Today, He is with us in the Person of the indwelling Holy Spirit. We have His promise never to leave us or forsake us. We are assured He is preparing a place for us in heaven and that He is coming one day in power and great glory to fulfill all things. No, He has not abandoned us. Not by a long shot. But when the day arrives in which He brings the New Jerusalem down from heaven to earth, and He makes His home on the redeemed, regenerated, and restored earth, we are to experience an intimacy with God not known since the days of Adam and Eve.

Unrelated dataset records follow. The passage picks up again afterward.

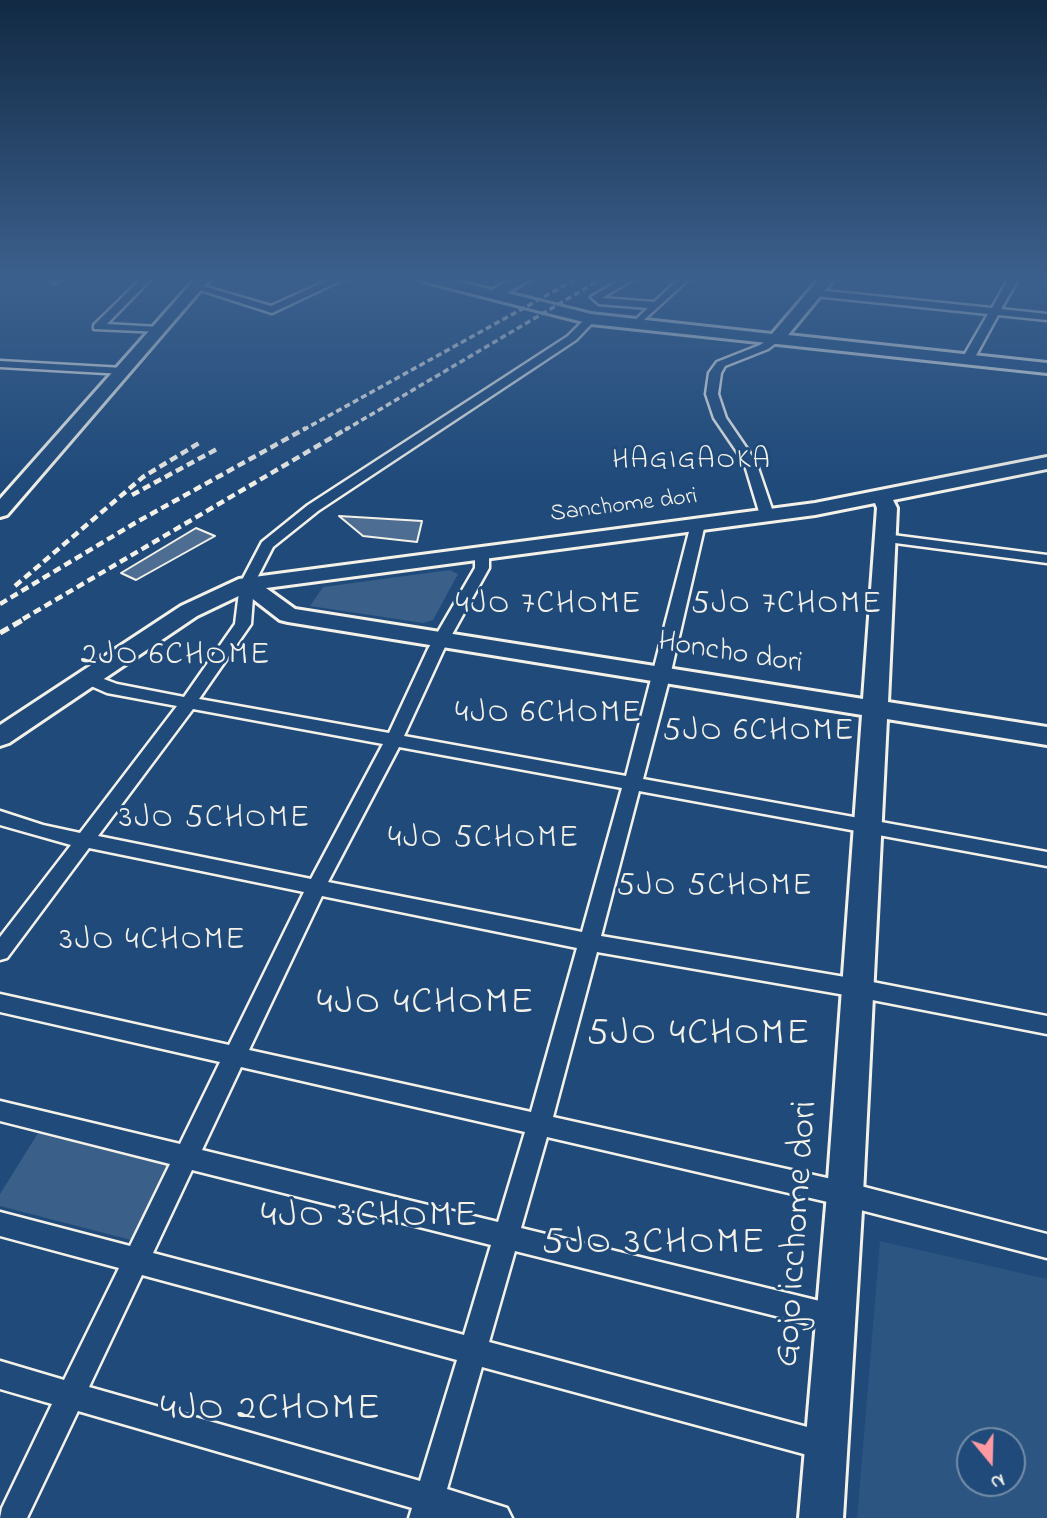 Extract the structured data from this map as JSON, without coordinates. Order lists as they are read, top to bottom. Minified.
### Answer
{"streets":{"street":["Sanchome dori","Honcho dori","Gojo icchome dori"]},"crossings":[["Sanchome dori","Honcho dori"],["Sanchome dori","Gojo icchome dori"],["Honcho dori","Gojo icchome dori"]],"districts":["HAGIGAOKA","4JO 7CHOME","5JO 7CHOME","2JO 6CHOME","4JO 6CHOME","5JO 6CHOME","3JO 5CHOME","4JO 5CHOME","5JO 5CHOME","3JO 4CHOME","4JO 4CHOME","5JO 4CHOME","4JO 3CHOME","5JO 3CHOME","4JO 2CHOME"],"north":"bottom"} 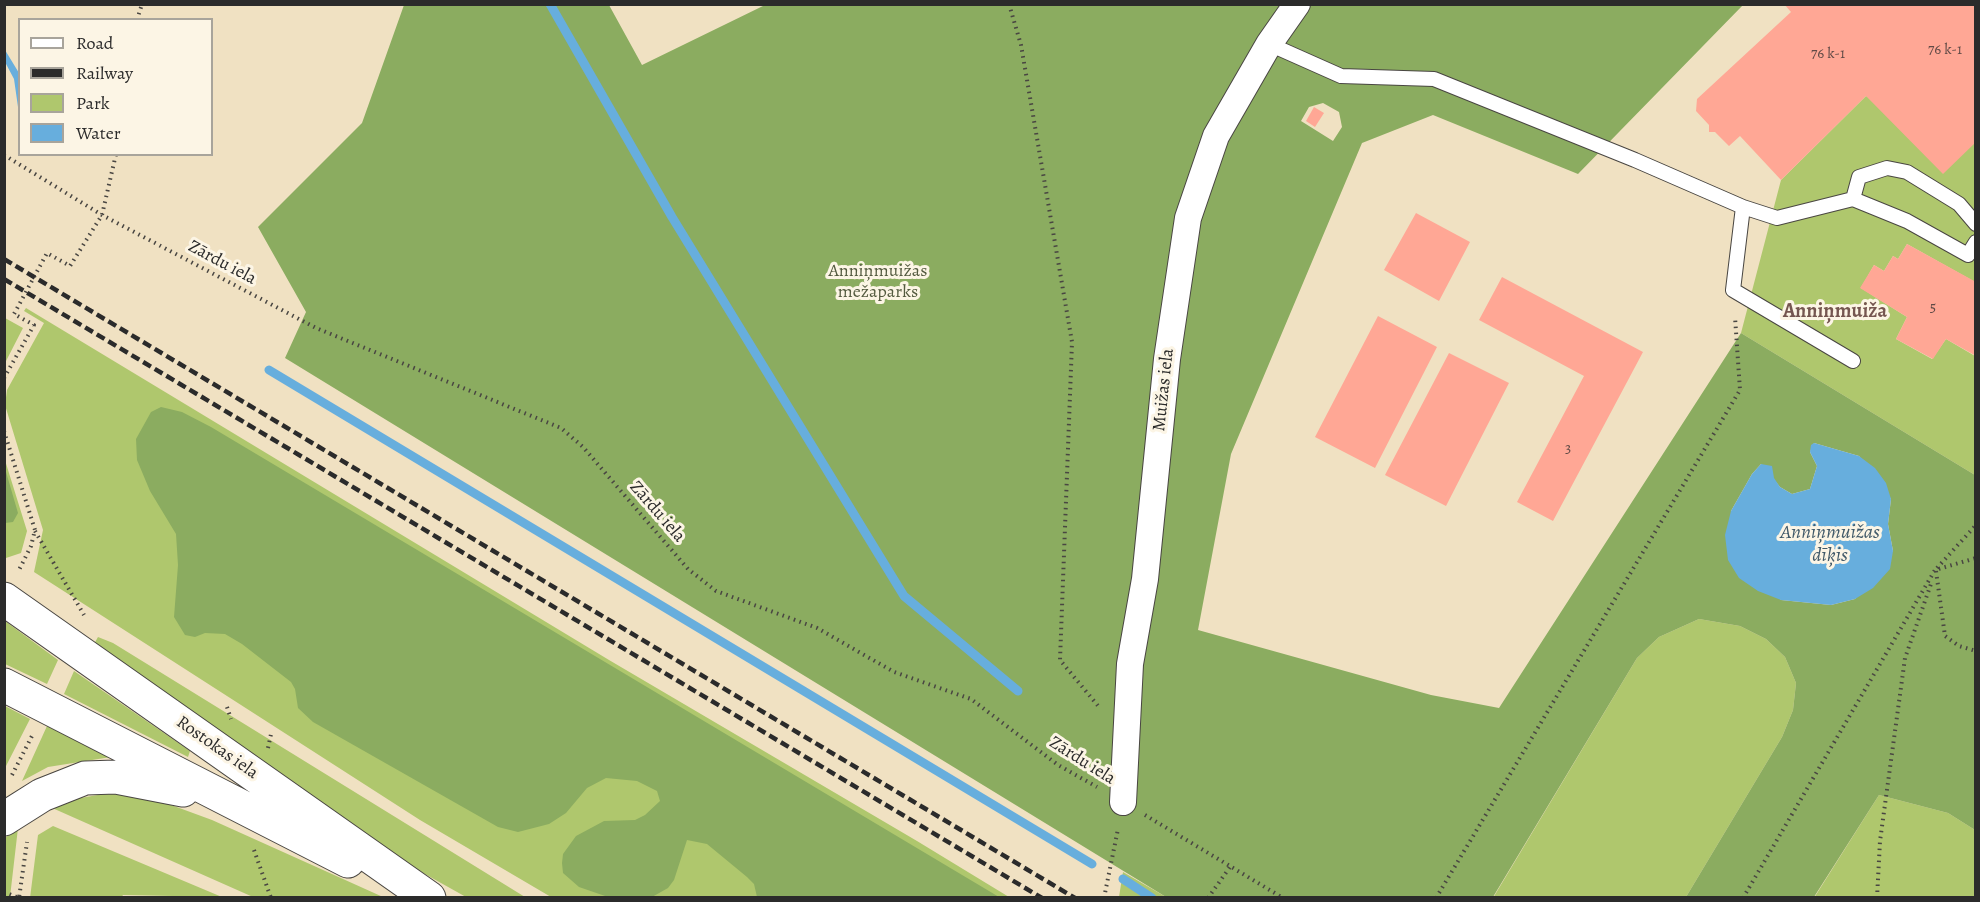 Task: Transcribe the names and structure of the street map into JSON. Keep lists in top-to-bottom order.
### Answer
{
  "streets": {
    "street": ["Muižas iela", "Rostokas iela"],
    "path": ["Zārdu iela"]
  },
  "crossings": [
    ["Zārdu iela", "Muižas iela"]
  ],
  "districts": ["Anniņmuiža"],
  "water": ["Anniņmuižas dīķis"],
  "parks": ["Anniņmuižas mežaparks"],
  "house_numbers": [
    "76 k-1",
    "76 k-1",
    "5",
    "3"
  ],
  "legend": [
    "Road",
    "Railway",
    "Park",
    "Water"
  ]
}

John declares, “Death will no longer exist; grief, crying, and pain will exist no longer, because the previous things have passed away” (v. 4). The “previous” things – also translated the “first” or “former” things – are the consequences of the Fall. God’s warning of death to the sinner is a constant reminder throughout human history that separation from God, who is light and life, is death – first, spiritual death; followed by physical death; and ultimately, for the one who rejects God’s provision in Christ, the second death, which is the lake of fire.

Grieving, sadness, pain, anxiety, illness, disease, enmity, warfare, abuse, waste, frailty, aging, atrophy, rust, loss of memory, fear, and a host of other evils – all are the natural result of a life lived independently of God. For unbelievers, they get what they want – separation from God for all eternity. Hell is a place where God acknowledges the desire of people who want nothing to do with Him and where He gives them what they desire.

Believers, however, receive what they desire, and they enjoy everlasting intimacy with God, who removes all sin and all its stains from those who call upon Him. For those who want to live their way, God grants them their wish, and the result is death. For those who want to live God’s way, He graciously gives them the desires of their hearts, and the result is everlasting life.

While it does not seem reasonable to assume God erases our memories in heaven – even memories of the most horrifying experiences and vile sins – He does offer us the calm assurance that Jesus has paid our sin debt, that His suffering and death on our behalf are worthy of remembering, and that God in His providence made something good even of our greatest failings. What a great joy to see the brush strokes of God’s marvelous light against the dark backdrop of our sin.